Wow how do you keep all these?


----------



## Silverfang (Mar 25, 2011)

*so steals the MG boy... and the marbly... girl? PK?*


----------



## TequilatheBetta (Apr 5, 2011)

All of them are so beautiful!


----------



## tracyalexa (Mar 29, 2011)

They really are beautiful!


----------



## Sweeda88 (Dec 6, 2010)

The first Betta is my dream fish! Must have him. LOL


----------



## betta lover1507 (Aug 6, 2011)

love you clear one, i want all of them (must steal!) just kidding


----------



## Pewmew (Jul 30, 2011)

Thanks everybody for the responsess 

Hmongol: with 2-3 hours water changes everyweek ~_~ with the boyfriend.

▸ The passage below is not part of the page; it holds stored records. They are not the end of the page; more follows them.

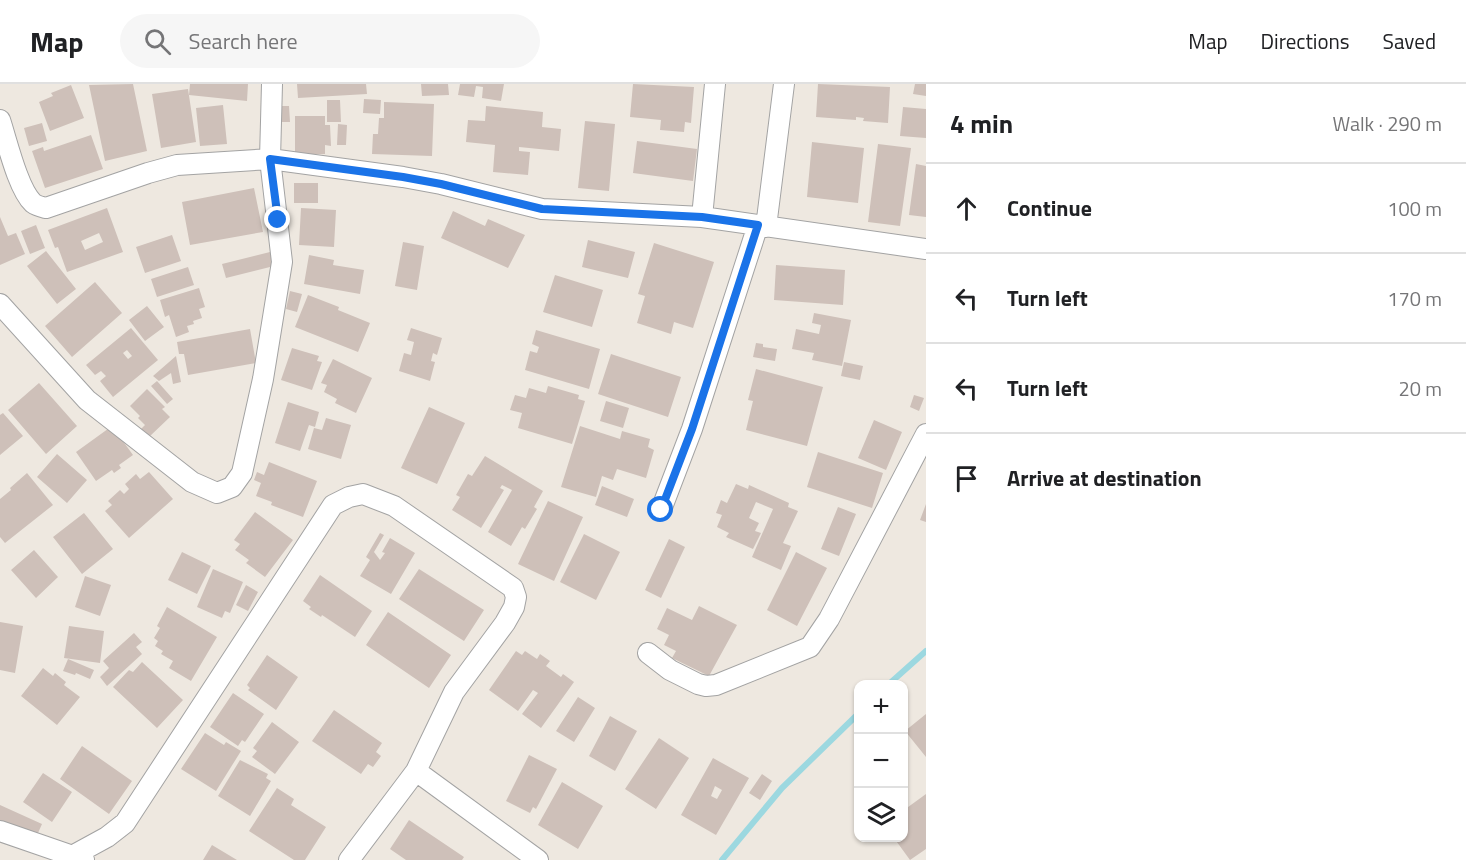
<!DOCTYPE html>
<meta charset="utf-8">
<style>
:root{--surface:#fff;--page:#f6f6f6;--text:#202124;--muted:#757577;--line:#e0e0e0}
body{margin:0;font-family:"Titillium Web",sans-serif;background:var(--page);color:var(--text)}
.controls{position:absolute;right:18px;bottom:18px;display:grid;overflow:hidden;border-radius:12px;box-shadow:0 2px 4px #0004}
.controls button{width:54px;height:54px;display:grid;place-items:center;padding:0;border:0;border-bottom:2px solid var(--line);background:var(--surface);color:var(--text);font:30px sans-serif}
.stop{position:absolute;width:18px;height:18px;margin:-14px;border:4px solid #1a73e8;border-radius:50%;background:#fff}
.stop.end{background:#1a73e8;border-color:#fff;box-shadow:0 2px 6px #0008}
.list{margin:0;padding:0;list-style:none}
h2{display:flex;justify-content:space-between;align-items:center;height:78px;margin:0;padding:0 24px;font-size:26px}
h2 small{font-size:20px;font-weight:400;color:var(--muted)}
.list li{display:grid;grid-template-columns:39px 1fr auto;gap:18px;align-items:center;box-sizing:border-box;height:90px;padding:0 24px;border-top:2px solid var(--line)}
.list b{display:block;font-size:22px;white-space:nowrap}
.list em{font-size:20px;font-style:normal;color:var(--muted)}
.icon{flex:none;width:33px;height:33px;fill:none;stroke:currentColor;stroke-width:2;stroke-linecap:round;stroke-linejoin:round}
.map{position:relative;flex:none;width:926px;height:776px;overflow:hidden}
header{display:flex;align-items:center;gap:36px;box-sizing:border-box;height:84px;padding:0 30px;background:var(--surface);border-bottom:2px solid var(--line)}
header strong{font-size:28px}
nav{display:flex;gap:33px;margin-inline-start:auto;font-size:21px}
.search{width:420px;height:54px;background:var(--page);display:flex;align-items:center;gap:15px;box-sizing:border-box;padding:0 21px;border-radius:33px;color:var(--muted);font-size:22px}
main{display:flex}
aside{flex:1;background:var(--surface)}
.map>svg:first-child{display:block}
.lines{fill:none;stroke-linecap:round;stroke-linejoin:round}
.stream{stroke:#9cd8e0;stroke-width:6}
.building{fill:#cec0b9;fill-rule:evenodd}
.minor-casing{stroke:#a3a3a3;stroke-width:22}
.minor{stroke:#fff;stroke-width:20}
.route{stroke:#1a73e8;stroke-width:8}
</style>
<header>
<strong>Map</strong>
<div class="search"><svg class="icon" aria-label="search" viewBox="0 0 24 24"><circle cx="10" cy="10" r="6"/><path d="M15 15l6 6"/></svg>Search here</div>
<nav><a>Map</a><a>Directions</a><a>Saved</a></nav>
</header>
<main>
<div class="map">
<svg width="926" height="776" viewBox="0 0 926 776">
<rect width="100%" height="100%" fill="#eee8e0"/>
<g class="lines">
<path class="stream" d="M 889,600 L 926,567
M 722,776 L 782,704 L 858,630"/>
</g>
<path class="building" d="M 133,0 L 147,67 L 105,77 L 89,1 Z
M 190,0 L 248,0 L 247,17 L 189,11 Z
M 297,0 L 366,0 L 367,10 L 298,14 Z
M 421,0 L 448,0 L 449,11 L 422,12 Z
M 460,0 L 504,0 L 501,17 L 482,14 L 483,3 L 476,2 L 474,13 L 458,11 Z
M 633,0 L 694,3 L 691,39 L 685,38 L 684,48 L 660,46 L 661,36 L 630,33 Z
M 818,0 L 890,3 L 888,39 L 863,37 L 864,34 L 856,33 L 856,36 L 816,33 Z
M 915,0 L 926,0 L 926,12 L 913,10 Z
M 71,1 L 84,34 L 50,47 L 39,18 L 53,12 L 51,9 Z
M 188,5 L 196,58 L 161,64 L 152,10 Z
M 364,15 L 381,16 L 380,30 L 363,29 Z
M 327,16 L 340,16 L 341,38 L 327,38 Z
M 384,18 L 434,20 L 432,72 L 372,70 L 373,50 L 378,50 L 379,34 L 384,34 Z
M 223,21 L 227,60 L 200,62 L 196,24 Z
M 281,22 L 289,22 L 290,38 L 282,38 Z
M 486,22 L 543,28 L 542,43 L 561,45 L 559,67 L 519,63 L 519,67 L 530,68 L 528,91 L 493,88 L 495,61 L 466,58 L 468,36 L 485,37 Z
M 903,23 L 926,25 L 926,54 L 900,52 Z
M 295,32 L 325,32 L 325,41 L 330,41 L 331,62 L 325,61 L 325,70 L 295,70 Z
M 585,37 L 615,40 L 609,107 L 578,104 Z
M 42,39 L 47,57 L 29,62 L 24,44 Z
M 338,40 L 347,41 L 346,61 L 337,61 Z
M 91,51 L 103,85 L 45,104 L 32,67 L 43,63 L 44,67 Z
M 637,57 L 697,65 L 693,97 L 633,89 Z
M 812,58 L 864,64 L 858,119 L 807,113 Z
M 878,60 L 911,64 L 900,142 L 868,138 Z
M 916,80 L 926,82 L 926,133 L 909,131 Z
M 294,99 L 318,99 L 318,119 L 294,119 Z
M 254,104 L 263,148 L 190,161 L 182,118 Z
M 107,124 L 123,168 L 67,188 L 58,163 L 55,164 L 48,146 ZM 99,149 L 103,158 L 85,166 L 81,157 Z
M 301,124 L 336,126 L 334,163 L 299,161 Z
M 453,127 L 485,142 L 488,135 L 525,151 L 508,184 L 441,154 Z
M 0,133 L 8,152 L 16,149 L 25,170 L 0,181 Z
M 36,141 L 45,164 L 30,170 L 21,147 Z
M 172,151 L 181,177 L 145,189 L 136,163 Z
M 588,156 L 635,168 L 628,194 L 582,183 Z
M 403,158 L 424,162 L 417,206 L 395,202 Z
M 654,159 L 714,178 L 693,244 L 674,238 L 671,250 L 637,239 L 645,212 L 638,210 Z
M 46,167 L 76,205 L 57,220 L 27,182 Z
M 270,168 L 274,182 L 226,194 L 222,180 Z
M 309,171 L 334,176 L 333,181 L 364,186 L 360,210 L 304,200 Z
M 776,181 L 845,186 L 843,221 L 774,216 Z
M 188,183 L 194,201 L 157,213 L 151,195 Z
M 555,191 L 603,206 L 592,243 L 543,228 Z
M 95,198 L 122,229 L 72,273 L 45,242 Z
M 199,204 L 205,223 L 199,225 L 202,234 L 193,237 L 194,240 L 187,242 L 189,248 L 176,253 L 169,231 L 165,233 L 160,216 Z
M 290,207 L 302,210 L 297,228 L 286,225 Z
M 308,211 L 339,223 L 338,226 L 370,239 L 358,268 L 295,243 Z
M 147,222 L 164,243 L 145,257 L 129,236 Z
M 814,229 L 851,236 L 842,282 L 812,276 L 814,269 L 792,265 L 796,245 L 819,250 L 821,241 L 812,239 Z
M 131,244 L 158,276 L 113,313 L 100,297 L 106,292 L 101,287 L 95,291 L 86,281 ZM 127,266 L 132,272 L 128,275 L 123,269 Z
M 411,244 L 442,254 L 437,271 L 433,269 L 431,277 L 435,278 L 430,297 L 399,287 L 404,269 L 411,271 L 414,258 L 407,256 Z
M 250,245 L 256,279 L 188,291 L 184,270 L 179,270 L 177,258 Z
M 536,246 L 600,265 L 589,305 L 525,286 L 530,267 L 537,269 L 539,263 L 532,260 Z
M 756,259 L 763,260 L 763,263 L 777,265 L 775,277 L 753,273 Z
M 292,264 L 319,272 L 317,277 L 322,278 L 312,306 L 281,296 Z
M 611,270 L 681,293 L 668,333 L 598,310 Z
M 176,272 L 181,298 L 173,300 L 171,289 L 159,297 L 153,292 Z
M 333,275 L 372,294 L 356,329 L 335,319 L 337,315 L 324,308 L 327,301 L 321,299 Z
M 844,278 L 863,282 L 860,296 L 841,292 Z
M 756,285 L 823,303 L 807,362 L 746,346 L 753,317 L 748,316 Z
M 157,297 L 173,315 L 167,320 L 151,302 Z
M 39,299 L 77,342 L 46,370 L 8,326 Z
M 548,302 L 579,311 L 578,315 L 585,317 L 572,360 L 518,344 L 522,329 L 510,326 L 515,311 L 526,314 L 529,304 L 546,309 Z
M 147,305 L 165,323 L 162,325 L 170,333 L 149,353 L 141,345 L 145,341 L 138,334 L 140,332 L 130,322 Z
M 914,311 L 924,314 L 919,327 L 910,323 Z
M 606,317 L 629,324 L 623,344 L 600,337 Z
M 288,318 L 319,328 L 315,343 L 309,341 L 300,367 L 275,359 Z
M 429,323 L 465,339 L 437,400 L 401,384 Z
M 3,329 L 23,352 L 0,371 L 0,331 Z
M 326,334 L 351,341 L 341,375 L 308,365 L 314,344 L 322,346 Z
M 874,336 L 902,348 L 886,386 L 858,374 Z
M 112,342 L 133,371 L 119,381 L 121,384 L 114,389 L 112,386 L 96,397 L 76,368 Z
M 580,342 L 620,355 L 622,347 L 650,355 L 648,363 L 654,366 L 646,394 L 617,385 L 613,396 L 602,392 L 596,413 L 561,403 Z
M 818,368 L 883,389 L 872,424 L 807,403 Z
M 57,370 L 87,396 L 67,419 L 37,393 Z
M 485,372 L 543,407 L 534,423 L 537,425 L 525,445 L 522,443 L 511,462 L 488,448 L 512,406 L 502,401 L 500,404 L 504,406 L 481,444 L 452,426 L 460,413 L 456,411 L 468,390 L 472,392 Z
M 269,378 L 317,397 L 303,433 L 271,421 L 272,418 L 256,412 L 261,399 L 254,396 L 257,388 L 264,391 Z
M 149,388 L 173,415 L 129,454 L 105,427 L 112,421 L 108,417 L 120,406 L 124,410 L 129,405 L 125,400 L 136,390 L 140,395 Z
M 27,389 L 53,421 L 5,459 L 0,453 L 0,415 L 11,406 L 10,404 Z
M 736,400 L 748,405 L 749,401 L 789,419 L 788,423 L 798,427 L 783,459 L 791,462 L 781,486 L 752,473 L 773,425 L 756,418 L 749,434 L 759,439 L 755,447 L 761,449 L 753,465 L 726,453 L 729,449 L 717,443 L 722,431 L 716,429 L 721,416 L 727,419 Z
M 602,402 L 634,415 L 627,433 L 595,421 Z
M 548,417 L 583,433 L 554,497 L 518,480 Z
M 926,420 L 926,438 L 920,436 Z
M 838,423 L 856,430 L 839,472 L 821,465 Z
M 255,428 L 293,456 L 265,493 L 246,479 L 249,476 L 235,466 L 240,460 L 234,456 Z
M 84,429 L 113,465 L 82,490 L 53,453 Z
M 380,449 L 384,451 L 374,468 L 380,476 L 385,469 L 382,468 L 390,454 L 415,469 L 391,510 L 360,492 L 370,476 L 366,473 Z
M 584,450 L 620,468 L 596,516 L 560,498 Z
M 669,455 L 685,463 L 661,514 L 645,506 Z
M 34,466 L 58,493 L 36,514 L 11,486 Z
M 182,468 L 211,482 L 197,510 L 168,496 Z
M 796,468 L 827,484 L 797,542 L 767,526 Z
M 213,485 L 243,498 L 230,529 L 225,527 L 222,534 L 197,523 Z
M 419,485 L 484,526 L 464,557 L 399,515 Z
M 320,491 L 372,527 L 355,553 L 322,531 L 321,533 L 309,525 L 311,523 L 303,517 Z
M 85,492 L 111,501 L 100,532 L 75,523 Z
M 246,501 L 258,508 L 248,527 L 236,521 Z
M 699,522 L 737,541 L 709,592 L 672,574 L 676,567 L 664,561 L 669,551 L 657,545 L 667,524 L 692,536 Z
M 167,523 L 217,553 L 191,597 L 169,584 L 173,577 L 161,570 L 163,567 L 155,562 L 158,557 L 154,554 L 160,544 L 157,542 Z
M 388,528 L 451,571 L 429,604 L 366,561 Z
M 0,538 L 23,542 L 15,589 L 0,586 Z
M 69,542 L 104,547 L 100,579 L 64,574 Z
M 134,549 L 142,558 L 136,563 L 142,570 L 107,602 L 100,593 L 109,584 L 103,577 Z
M 516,567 L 522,571 L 525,567 L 537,575 L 540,570 L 550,577 L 546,582 L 561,593 L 563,590 L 574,598 L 541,644 L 522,630 L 538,609 L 533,606 L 518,627 L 489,606 Z
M 267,571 L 298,593 L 276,626 L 248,606 L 250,604 L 247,601 Z
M 68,575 L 94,586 L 90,595 L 76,589 L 75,591 L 63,587 Z
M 142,578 L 183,616 L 157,644 L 113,603 L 129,586 L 133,588 Z
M 43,584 L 53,592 L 55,589 L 66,598 L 64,601 L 80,613 L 57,641 L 21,612 Z
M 233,609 L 264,630 L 245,658 L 242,656 L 238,662 L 210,643 Z
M 578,613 L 595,624 L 574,658 L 556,647 Z
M 334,626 L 382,659 L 376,668 L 381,672 L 373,683 L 368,680 L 361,690 L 312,657 Z
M 926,630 L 926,673 L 905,647 Z
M 610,632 L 637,647 L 615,687 L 589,672 Z
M 272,638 L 299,658 L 275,690 L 252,673 L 257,667 L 253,664 Z
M 205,649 L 224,661 L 226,658 L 241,667 L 216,707 L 181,685 Z
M 659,654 L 689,674 L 656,725 L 625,705 Z
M 82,662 L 132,697 L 109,730 L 60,695 Z
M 529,671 L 557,685 L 536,725 L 533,723 L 530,729 L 506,717 Z
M 713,674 L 749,694 L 716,751 L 681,731 ZM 715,702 L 722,706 L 717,715 L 711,712 Z
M 240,676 L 268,690 L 266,694 L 271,697 L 250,732 L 218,712 Z
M 43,689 L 72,708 L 52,738 L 23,718 Z
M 762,690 L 772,697 L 760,716 L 749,709 Z
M 562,698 L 603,722 L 578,765 L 538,741 Z
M 277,704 L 294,715 L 291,721 L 326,743 L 305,776 L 294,776 L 249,747 Z
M 926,710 L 926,765 L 910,776 L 894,754 L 904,754 L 904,726 Z
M 0,721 L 42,740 L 34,758 L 0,742 Z
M 409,736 L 464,773 L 462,776 L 406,776 L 390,765 Z
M 212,761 L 237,776 L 203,776 Z"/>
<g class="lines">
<g class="minor-casing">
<path id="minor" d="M 0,36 C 7,57 18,105 33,119 C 37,122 42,123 46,124 L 148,89 L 177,81 L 270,75 L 403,93 L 441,100 L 542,125 L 702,133 L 926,165
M 702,133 L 715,0
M 766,143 L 784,0
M 0,220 L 87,316 L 192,398 L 217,409 L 232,403 L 242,389 L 263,295 L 282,178 L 270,75 L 272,0
M 661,426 L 692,345 L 758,141
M 648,569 L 670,586 L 698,600 L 706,602 L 716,601 L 810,563 L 829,535 L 926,350
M 416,687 L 538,776
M 0,747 L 84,776
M 74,771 L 107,753 L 125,739 L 333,421 L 349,413 L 363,410 L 394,422 L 513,504 L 516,513 L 514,523 L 505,539 L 454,608 L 416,687 L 349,776"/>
</g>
<use href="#minor" class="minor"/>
</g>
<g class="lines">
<path class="route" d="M 278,136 L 270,75 L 403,93 L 441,100 L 542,125 L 702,133 L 758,141 L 692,345 L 661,426"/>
</g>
</svg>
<div class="controls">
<button>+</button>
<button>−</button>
<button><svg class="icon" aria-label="layers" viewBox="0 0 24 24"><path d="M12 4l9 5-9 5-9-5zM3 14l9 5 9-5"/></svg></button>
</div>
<div class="stop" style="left:661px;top:426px"></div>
<div class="stop end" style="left:278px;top:136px"></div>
</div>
<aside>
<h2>4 min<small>Walk · 290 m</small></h2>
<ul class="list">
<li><svg class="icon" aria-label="ahead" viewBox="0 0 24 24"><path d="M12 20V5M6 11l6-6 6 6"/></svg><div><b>Continue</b></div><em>100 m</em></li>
<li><svg class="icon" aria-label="left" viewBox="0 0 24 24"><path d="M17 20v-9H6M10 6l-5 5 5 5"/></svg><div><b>Turn left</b></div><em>170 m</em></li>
<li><svg class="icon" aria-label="left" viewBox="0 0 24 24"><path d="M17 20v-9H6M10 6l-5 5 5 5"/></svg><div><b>Turn left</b></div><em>20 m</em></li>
<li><svg class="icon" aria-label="arrive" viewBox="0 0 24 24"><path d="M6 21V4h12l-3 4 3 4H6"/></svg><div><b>Arrive at destination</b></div></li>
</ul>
</aside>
</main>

Although I don't like the long process I love taking pictures of them when they are all placed next to each other 
Silverfang: that marble PK is actually my favorite little guy, it does look a little girly at this picture . very crazy and agressive and cute!


----------



## betaguy (Sep 15, 2011)

my favorite is the third to last one, the halfmoon pk


----------



## betaguy (Sep 15, 2011)

Where do you buy your fish?


----------



## kymmy442 (Sep 24, 2011)

Oh my gosh. All of the different colors. Very very pretty babies. Even the furry one. ;-)


----------



## Pewmew (Jul 30, 2011)

@ betaguy: I bought them mostly from the petsmart and petco of my area, they always keep them in clear water 

@Tikibirds: Lol I see the funny yellow/tiger/pikachu/doggy on your avatar
@kymmy442: thankss my furry dog is crazy and hyper, always stare at my fish


----------



## animallover4lyfe (Jul 7, 2010)

I love your fish! They are all so gorgeous! How many you have in total?


----------



## Pewmew (Jul 30, 2011)

thanks 

my number is kinda scary, but... here it goes:
currently I have 30 males (5 in 20g L divided tank, rest in 2.5g planted & 1g, etc...) & 7 females in 36g

>v< call me crazy, but they make me so happy


----------



## Pewmew (Jul 30, 2011)

Silverfang said:


> *so steals the MG boy... and the marbly... girl? PK?*


my marbly boy just turned ALL blue yesterday  I heard people talk about this happening to marbles but I'm still so sad. It is still cute but it looks totally different. BOO


----------



## MistersMom (Aug 9, 2011)

Pewmew said:


> I just bought a new betta yesterday, at first I just thought he was a light-golden color, but today I realized he shimmer in both gold and light pink XD soo prettyY!!! The camera is kinda hard to get the shimmer, but I tried my best :\ maybe I should just videotape it later so it'll show up better.
> 
> the first 3 pic is the new betta  and all the other pictures are the rest of my gang. most of them are HMs, 1 delta + 2 DTs & 1 CT
> 
> ...


 


THAT is a cool looking fish there at the end btw. what is he? veil tale? buhahahahahaaaa. jk. cute dog. love ur females i can't find any females with such colorfulness, mine is boring, and dull, and my wal-mart has them ALL the same color too.its kinda annoying.


----------



## Pewmew (Jul 30, 2011)

lol thanks, haha the white one is my crazy dog that NEVER gets tire 

so far a lot of ppl thought I have females in the pictures I put up @[email protected] but I think I just have small HMPK & normal pK males? None of the pictures I put up are males heh sorry I'll take better picture next time so I won't accidentally tricked you guys. 

:lol:


----------



## animallover4lyfe (Jul 7, 2010)

Pewmew said:


> thanks
> 
> my number is kinda scary, but... here it goes:
> currently I have 30 males (5 in 20g L divided tank, rest in 2.5g planted & 1g, etc...) & 7 females in 36g
> ...



Haha its so nice to meet another me !  i have about 30 as well  they make me so happy too im beyond addicted!


----------



## Laki (Aug 24, 2011)

o.o I love that yellow one. And the MG. I can has? I only have 1. And my mommy always taught me that sharing is caring


----------



## lillylark (Sep 21, 2011)

Pewmew have you ever posted any pics of all your tanks (if they could fit in one picture that is)? Also, your doggie is adorable, I used to have an American Eskimo and she was the best dog.


----------